This is totally dishonest. Calvinism believes that unless one is chosen, they CANNOT believe. It can't be an issue of what they choose, but rather who God chooses. Why aren't you admitting that, and speaking about something that isn't even possible in your own theology?
LOL, can you quote one major Calvinist that describes what we believe in the same words you do. Please provide a link.
I am a Calvinist. I get to say what my theology is, not you.... LOL!!
Have you parsed the verse? I suggest it BEFORE you place foot in mouth.
Duhhhhh, you parse words, not verses. Again, you are so painfully shallow. If you know what parsing is then why that mistake? yes, I gave partial parsings of two words. Read the post. Why would I need to parse any of the words anyway? If you want them parsed, which word?
Let me guess, if I parse every word in John 5:1, then you will want some other goose chase, then I should parse every word in 1st John. Sheesh, so shallow.
Loose translation very similar to what Peter said about Paul: "15and regard the patience of our Lord as salvation; just as also our beloved brother Paul, according to the wisdom given him, wrote to you, 16as also in all his letters, speaking in them of these things, in which are some things hard to understand, which the untaught and unstable distort, as they do also the rest of the Scriptures, to their own destruction."
So you do not want to talk about 1 John 5:1? I know this game, when you cannot talk about 1 John 5:1 jump to another verse quickly. Sheesh, how shallow.
How come so many Calvinists say that one must be regenerated in order to believe? And that Cornelius was regenerated BEFORE Peter arrived, gave the gospel, he believed and was saved?
Again the game of switch verses. In any case, the passage about Cornelius does not make any propositions about regeneration at all.
How can I "raise the bar" when dealing with you guys?
Ahm, by actually staying on topic. In your response on 1John 5:1 you have yet to present any exegesis of the text. You just switch texts.
OK, back that up with some evidence, if you can. All you guys can throw all the incendiary untruths all you want, but you cannot prove any of them.
I would go to the bother of backing it up, but I honestly feel you are not worth the time. In the very last conversation, you responded to Hedrick and made a comment that the grace that leads to faith is not limited to just the elect, then later said there is not prevenient grace at all.
Then you stoop to the really really bad argument that the word "prevenient grace" is not found in the Bible. Of course I could have replied that neither is the word "Trinity" found in the bible, yet that doctrine is true. I did not reply that way because I find you so disappointingly shallow. You do not seem to be able to respond honestly anyway.
If anyone presents an argument, you never even bother to point out any flaws in the argument. You just troll and troll and make counter claims and then ridicule. You present this shallow presentation time after time and it gets quickly old.
All it says is that those who presently believe have been born again. Nothing about being born again causing anything. That's just your fantasy.

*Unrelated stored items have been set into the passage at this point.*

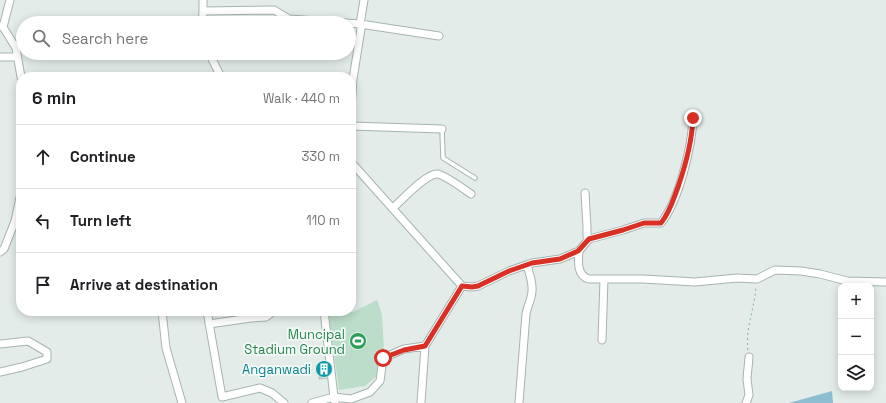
<!DOCTYPE html>
<meta charset="utf-8">
<style>
body{margin:0;font-family:"Space Grotesk",sans-serif;background:#f6f6f6;color:#202124}
.controls{position:absolute;right:12px;bottom:12px;display:grid;overflow:hidden;border-radius:8px;box-shadow:0 2px 10px #0003}
.controls button{width:36px;height:36px;display:grid;place-items:center;padding:0;border:0;border-bottom:1px solid #e0e0e0;background:#fff;color:#202124;font:20px sans-serif}
.stop{position:absolute;width:12px;height:12px;margin:-9px;border:3px solid #d93025;border-radius:50%;background:#fff}
.stop.end{background:#d93025;border-color:#fff;box-shadow:0 1px 4px #0008}
.list{margin:0;padding:0;list-style:none}
h2{display:flex;justify-content:space-between;align-items:center;height:52px;margin:0;padding:0 16px;font-size:17px}
h2 small{font-size:13px;font-weight:400;color:#757577}
.list li{display:grid;grid-template-columns:26px 1fr auto;gap:12px;align-items:center;box-sizing:border-box;height:64px;padding:0 16px;border-top:1px solid #e0e0e0}
.list b{display:block;font-size:15px;white-space:nowrap}
.list em{font-size:13px;font-style:normal;color:#757577}
.icon{flex:none;width:22px;height:22px;fill:none;stroke:currentColor;stroke-width:2;stroke-linecap:round;stroke-linejoin:round}
.map{position:relative;flex:none;width:886px;height:403px;overflow:hidden}
.search{position:absolute;background:#fff;box-shadow:0 2px 10px #0003;left:16px;top:16px;width:340px;height:44px;display:flex;align-items:center;gap:10px;box-sizing:border-box;padding:0 14px;border-radius:22px;color:#757577;font-size:15px}
.panel{position:absolute;background:#fff;box-shadow:0 2px 10px #0003;left:16px;top:72px;width:340px;height:244px;border-radius:16px}
.map>svg:first-child{display:block}
</style>
<div class="map">
<svg width="886" height="403" viewBox="0 0 886 403">
<rect width="100%" height="100%" fill="#e3ece9"/>
<path fill="#bcddc9" d="M377,300L382,315L384,351L378,375L365,386L339,390L328,311L353,312Z"/>
<path fill="#8cbdd0" d="M832,391L833,403H789Z"/>
<path fill="#b8c7c3" stroke="#b5c6c1" d="M320,365H328V378L319,379Z"/>
<g fill="none" stroke-linecap="round" stroke-linejoin="round">
<g stroke="#a6b4b1" stroke-width="5.5">
<path id="lane" d="M442,129L443,158L475,178"/>
</g>
<g stroke="#a6b4b1" stroke-width="9">
<path id="street" d="M203,0V11L274,10L289,19L360,24L361,29L353,79L351,109
M364,0L360,24L439,36
M202,23L203,11
M0,26L3,27L16,48L21,77
M3,27L10,0
M209,53L221,77
M0,57H17
M178,77H180
M351,126L442,129
M351,162L462,286L425,346L421,403
M585,193L587,227V237L589,239
M393,208C401,201 427,172 438,174C445,176 464,189 471,194
M579,251L589,239L623,230L644,223H661C679,201 692,146 693,118
M0,252L4,249L15,221L21,193
M462,286L472,287L478,286L509,271L532,263L560,259L579,251C578,262 577,276 589,279H643L695,282L737,278L757,279L775,270L801,271L820,274L847,281L886,282
M162,311L166,348L182,403
M207,311L222,397L260,388L272,393L284,403
M324,311L334,397L351,399L370,392L380,381L383,358L404,349L425,346
M209,324L251,318L266,317L270,314L271,311
M602,340L604,279
M0,344L28,341L47,352V359L22,367L0,372
M312,403L334,397L335,403
M519,403L526,314C527,307 532,298 532,291C533,282 529,273 527,265
M746,403L749,395L747,379L749,357"/>
</g>
<path stroke="#84afa7" stroke-width="1" stroke-dasharray="2 3" stroke-linecap="butt" d="M748,350C745,328 755,308 756,286"/>
<use href="#lane" stroke="#fff" stroke-width="3.5"/>
<use href="#street" stroke="#fff" stroke-width="7"/>
</g>
<g fill="none" stroke-linecap="round" stroke-linejoin="round">
<path stroke="#d93025" stroke-width="5" d="M383,358L404,350L425,346L462,286L472,287L478,286L509,271L532,263L560,259L578,251L589,239L623,230L644,223H661C670,212 673,200 678,187C686,164 692,142 693,118"/>
</g>
<defs>
<g id="stadium-disc" transform="scale(0.9)"><circle r="9.5" fill="#2e9e5b" stroke="#f3f9f7"/><path d="M0-5a6.5 5 0 1 0 0 10a6.5 5 0 1 0 0-10ZM-3.5-1.8h7v3.6h-7Z" fill="#fff"/></g>
<g id="building-disc" transform="scale(0.9)"><circle r="9.5" fill="#0f9aa8" stroke="#f3f9f7"/><path d="M-4-6H4V6H1V3H-1V6H-4ZM-2.5-4.3h1.7v1.8h-1.7ZM.8-4.3h1.7v1.8H.8ZM-2.5-1h1.7V.8h-1.7ZM.8-1h1.7V.8H.8Z" fill="#fff"/></g>
</defs>
<g fill-rule="evenodd">
<use href="#stadium-disc" x="358" y="341"/>
<use href="#building-disc" x="324" y="369"/>
</g>
<g text-anchor="middle" dominant-baseline="central" stroke-width="3.5" stroke-linejoin="round" paint-order="stroke">
<g font-size="13" fill="#27864d" stroke="#f3f9f7" text-anchor="end">
<text x="345" y="334">Muncipal<tspan x="345" dy="15">Stadium Ground</tspan></text>
</g>
<g font-size="13" fill="#0d838f" stroke="#f3f9f7" text-anchor="end">
<text x="311" y="369">Anganwadi</text>
</g>
</g>
</svg>
<div class="controls">
<button>+</button>
<button>−</button>
<button><svg class="icon" aria-label="layers" viewBox="0 0 24 24"><path d="M12 4l9 5-9 5-9-5zM3 14l9 5 9-5"/></svg></button>
</div>
<div class="stop" style="left:383px;top:358px"></div>
<div class="stop end" style="left:693px;top:118px"></div>
<div class="search"><svg class="icon" aria-label="search" viewBox="0 0 24 24"><circle cx="10" cy="10" r="6"/><path d="M15 15l6 6"/></svg>Search here</div>
<section class="panel">
<h2>6 min<small>Walk · 440 m</small></h2>
<ul class="list">
<li><svg class="icon" aria-label="ahead" viewBox="0 0 24 24"><path d="M12 20V5M6 11l6-6 6 6"/></svg><div><b>Continue</b></div><em>330 m</em></li>
<li><svg class="icon" aria-label="left" viewBox="0 0 24 24"><path d="M17 20v-9H6M10 6l-5 5 5 5"/></svg><div><b>Turn left</b></div><em>110 m</em></li>
<li><svg class="icon" aria-label="arrive" viewBox="0 0 24 24"><path d="M6 21V4h12l-3 4 3 4H6"/></svg><div><b>Arrive at destination</b></div></li>
</ul>
</section>
</div>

I probably did not speak the best words to bring the greek tense down to your low level. The perfect tense of the verb "born" of God requires that the verb be understood as a past action.
Get it? Do you understand what I mean by "past action?" I guess you do not know what that means? The perfect tense of the verb also implies that the past action, has a present result. With a present participle at the beginning of the sentence ("believe") you have your present tense result.
So then, I do not know who quoted this verse, but they are right. It is the perfect verse to defend the concept of regeneration as the cause of faith.